Start of Material shown
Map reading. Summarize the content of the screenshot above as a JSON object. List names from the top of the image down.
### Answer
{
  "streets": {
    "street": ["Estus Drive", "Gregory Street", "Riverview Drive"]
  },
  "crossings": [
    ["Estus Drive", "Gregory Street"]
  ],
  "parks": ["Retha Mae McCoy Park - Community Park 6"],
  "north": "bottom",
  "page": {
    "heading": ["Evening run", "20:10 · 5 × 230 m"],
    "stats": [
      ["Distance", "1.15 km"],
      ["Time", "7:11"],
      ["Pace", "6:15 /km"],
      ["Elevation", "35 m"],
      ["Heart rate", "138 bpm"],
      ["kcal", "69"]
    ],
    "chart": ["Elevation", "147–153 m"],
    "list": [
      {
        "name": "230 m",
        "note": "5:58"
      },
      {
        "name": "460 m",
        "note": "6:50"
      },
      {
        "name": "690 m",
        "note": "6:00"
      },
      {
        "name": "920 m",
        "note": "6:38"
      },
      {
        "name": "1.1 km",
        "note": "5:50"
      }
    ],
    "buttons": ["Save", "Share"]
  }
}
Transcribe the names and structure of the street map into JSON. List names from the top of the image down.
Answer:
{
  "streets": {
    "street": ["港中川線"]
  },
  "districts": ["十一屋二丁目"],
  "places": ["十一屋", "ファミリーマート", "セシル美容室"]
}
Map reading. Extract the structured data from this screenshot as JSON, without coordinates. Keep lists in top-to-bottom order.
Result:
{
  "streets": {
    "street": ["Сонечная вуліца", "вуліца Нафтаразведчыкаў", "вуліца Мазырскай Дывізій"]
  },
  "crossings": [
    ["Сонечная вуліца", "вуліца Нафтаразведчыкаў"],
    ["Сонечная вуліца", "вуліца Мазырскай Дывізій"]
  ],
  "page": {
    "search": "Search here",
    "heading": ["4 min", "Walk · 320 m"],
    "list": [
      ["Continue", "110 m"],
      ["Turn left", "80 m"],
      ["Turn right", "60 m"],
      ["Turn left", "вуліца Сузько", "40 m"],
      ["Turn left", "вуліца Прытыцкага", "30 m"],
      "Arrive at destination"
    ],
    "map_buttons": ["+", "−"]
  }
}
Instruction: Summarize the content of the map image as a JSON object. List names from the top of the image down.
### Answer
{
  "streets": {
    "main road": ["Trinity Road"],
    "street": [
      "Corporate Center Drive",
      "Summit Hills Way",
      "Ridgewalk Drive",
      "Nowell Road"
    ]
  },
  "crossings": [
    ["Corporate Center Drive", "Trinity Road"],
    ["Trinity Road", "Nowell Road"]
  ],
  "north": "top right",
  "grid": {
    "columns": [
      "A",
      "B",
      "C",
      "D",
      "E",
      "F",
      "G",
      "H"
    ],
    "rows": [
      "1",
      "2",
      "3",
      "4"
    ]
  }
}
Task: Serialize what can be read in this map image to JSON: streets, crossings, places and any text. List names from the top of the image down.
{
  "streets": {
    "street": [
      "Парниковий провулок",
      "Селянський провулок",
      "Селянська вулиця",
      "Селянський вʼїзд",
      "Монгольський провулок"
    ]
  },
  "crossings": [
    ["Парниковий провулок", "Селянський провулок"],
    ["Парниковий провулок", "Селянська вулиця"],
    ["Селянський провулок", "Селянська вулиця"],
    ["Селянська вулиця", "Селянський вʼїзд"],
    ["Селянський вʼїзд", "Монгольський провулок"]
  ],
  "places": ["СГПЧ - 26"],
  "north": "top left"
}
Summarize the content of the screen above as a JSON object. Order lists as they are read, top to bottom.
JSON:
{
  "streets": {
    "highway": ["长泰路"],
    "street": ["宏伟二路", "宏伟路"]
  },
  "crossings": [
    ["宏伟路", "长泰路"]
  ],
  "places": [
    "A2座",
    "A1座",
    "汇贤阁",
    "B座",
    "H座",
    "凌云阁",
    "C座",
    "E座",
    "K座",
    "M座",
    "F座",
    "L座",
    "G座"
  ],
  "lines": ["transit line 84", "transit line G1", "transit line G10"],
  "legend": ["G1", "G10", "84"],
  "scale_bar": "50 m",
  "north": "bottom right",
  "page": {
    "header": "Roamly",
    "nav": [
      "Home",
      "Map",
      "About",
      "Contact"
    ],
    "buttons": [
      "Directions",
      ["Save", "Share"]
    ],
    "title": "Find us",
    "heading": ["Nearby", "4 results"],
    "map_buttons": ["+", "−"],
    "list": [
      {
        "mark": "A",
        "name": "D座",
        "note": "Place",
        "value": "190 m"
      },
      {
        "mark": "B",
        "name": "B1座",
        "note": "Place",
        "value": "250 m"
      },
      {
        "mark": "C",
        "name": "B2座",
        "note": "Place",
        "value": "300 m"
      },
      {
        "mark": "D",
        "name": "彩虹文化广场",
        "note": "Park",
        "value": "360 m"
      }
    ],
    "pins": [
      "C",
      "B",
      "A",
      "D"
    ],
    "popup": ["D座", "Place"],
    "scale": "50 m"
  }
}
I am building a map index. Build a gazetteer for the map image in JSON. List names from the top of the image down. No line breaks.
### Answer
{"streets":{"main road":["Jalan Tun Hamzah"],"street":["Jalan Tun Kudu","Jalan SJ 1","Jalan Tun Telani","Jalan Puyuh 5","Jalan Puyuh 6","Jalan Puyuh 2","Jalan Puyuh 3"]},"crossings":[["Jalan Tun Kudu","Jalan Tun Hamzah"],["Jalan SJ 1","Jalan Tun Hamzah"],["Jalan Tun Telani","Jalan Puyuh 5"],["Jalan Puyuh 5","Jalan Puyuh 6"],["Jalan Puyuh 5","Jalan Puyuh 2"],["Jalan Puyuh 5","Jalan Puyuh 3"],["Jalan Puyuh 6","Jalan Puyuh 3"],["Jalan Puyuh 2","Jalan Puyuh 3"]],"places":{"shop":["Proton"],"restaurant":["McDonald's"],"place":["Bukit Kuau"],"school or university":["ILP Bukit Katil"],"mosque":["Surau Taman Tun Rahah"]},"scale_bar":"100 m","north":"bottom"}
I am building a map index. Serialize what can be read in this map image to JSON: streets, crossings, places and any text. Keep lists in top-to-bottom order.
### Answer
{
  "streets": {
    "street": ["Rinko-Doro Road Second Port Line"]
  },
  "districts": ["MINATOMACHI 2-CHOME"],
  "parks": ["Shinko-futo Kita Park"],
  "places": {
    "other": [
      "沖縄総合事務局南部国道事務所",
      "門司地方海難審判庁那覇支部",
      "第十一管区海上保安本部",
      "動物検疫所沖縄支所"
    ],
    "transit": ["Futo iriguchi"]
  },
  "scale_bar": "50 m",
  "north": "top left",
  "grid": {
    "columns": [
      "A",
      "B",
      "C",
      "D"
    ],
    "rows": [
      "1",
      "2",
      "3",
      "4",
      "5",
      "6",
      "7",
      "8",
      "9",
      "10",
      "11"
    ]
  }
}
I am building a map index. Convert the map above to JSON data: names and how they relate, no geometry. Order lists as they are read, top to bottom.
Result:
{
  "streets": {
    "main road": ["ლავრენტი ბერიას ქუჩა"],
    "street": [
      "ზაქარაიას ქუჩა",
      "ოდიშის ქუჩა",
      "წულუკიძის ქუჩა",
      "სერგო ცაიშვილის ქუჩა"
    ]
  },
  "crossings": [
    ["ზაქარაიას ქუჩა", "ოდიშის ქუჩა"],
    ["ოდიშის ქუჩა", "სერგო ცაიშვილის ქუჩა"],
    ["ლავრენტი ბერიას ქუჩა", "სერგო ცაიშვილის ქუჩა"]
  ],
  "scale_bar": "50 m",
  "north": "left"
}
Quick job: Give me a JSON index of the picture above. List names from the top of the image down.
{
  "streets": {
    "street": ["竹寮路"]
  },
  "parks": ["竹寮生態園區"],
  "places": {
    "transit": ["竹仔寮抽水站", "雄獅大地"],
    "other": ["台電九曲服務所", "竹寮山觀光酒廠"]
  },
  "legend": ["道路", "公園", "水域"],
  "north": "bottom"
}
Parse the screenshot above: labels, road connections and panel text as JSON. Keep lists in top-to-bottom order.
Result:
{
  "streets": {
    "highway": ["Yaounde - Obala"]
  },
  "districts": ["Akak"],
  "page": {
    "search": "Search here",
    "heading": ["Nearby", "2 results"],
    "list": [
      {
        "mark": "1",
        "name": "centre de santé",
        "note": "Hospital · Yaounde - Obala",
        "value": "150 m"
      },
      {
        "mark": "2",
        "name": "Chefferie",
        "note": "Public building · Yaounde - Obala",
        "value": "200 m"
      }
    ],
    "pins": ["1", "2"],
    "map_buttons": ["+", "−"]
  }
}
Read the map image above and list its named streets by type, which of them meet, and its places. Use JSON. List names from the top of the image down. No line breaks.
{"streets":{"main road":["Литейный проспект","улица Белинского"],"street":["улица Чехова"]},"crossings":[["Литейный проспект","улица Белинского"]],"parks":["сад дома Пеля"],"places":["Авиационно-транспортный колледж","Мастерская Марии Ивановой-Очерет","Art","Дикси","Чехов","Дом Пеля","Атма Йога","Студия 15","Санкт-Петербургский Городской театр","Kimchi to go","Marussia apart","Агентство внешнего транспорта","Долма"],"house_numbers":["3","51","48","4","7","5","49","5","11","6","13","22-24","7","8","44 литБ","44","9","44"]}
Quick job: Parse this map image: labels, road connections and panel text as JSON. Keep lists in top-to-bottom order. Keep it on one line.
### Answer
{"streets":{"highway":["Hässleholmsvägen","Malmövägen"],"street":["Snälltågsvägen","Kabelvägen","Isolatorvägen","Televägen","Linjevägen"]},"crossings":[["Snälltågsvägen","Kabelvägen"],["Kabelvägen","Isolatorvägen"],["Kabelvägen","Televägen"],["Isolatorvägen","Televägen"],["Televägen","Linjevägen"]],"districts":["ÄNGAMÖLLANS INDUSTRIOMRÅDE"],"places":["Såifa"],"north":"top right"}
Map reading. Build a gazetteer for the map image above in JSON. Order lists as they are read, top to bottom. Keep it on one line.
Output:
End of Material shown
*Assigned task*: Please restate only the opening stretch of the records above: every line from the first through the one containing "Map reading. Extract", exactly as written.

*Result of the task*:
Map reading. Summarize the content of the screenshot above as a JSON object. List names from the top of the image down.
### Answer
{
  "streets": {
    "street": ["Estus Drive", "Gregory Street", "Riverview Drive"]
  },
  "crossings": [
    ["Estus Drive", "Gregory Street"]
  ],
  "parks": ["Retha Mae McCoy Park - Community Park 6"],
  "north": "bottom",
  "page": {
    "heading": ["Evening run", "20:10 · 5 × 230 m"],
    "stats": [
      ["Distance", "1.15 km"],
      ["Time", "7:11"],
      ["Pace", "6:15 /km"],
      ["Elevation", "35 m"],
      ["Heart rate", "138 bpm"],
      ["kcal", "69"]
    ],
    "chart": ["Elevation", "147–153 m"],
    "list": [
      {
        "name": "230 m",
        "note": "5:58"
      },
      {
        "name": "460 m",
        "note": "6:50"
      },
      {
        "name": "690 m",
        "note": "6:00"
      },
      {
        "name": "920 m",
        "note": "6:38"
      },
      {
        "name": "1.1 km",
        "note": "5:50"
      }
    ],
    "buttons": ["Save", "Share"]
  }
}
Transcribe the names and structure of the street map into JSON. List names from the top of the image down.
Answer:
{
  "streets": {
    "street": ["港中川線"]
  },
  "districts": ["十一屋二丁目"],
  "places": ["十一屋", "ファミリーマート", "セシル美容室"]
}
Map reading. Extract the structured data from this screenshot as JSON, without coordinates. Keep lists in top-to-bottom order.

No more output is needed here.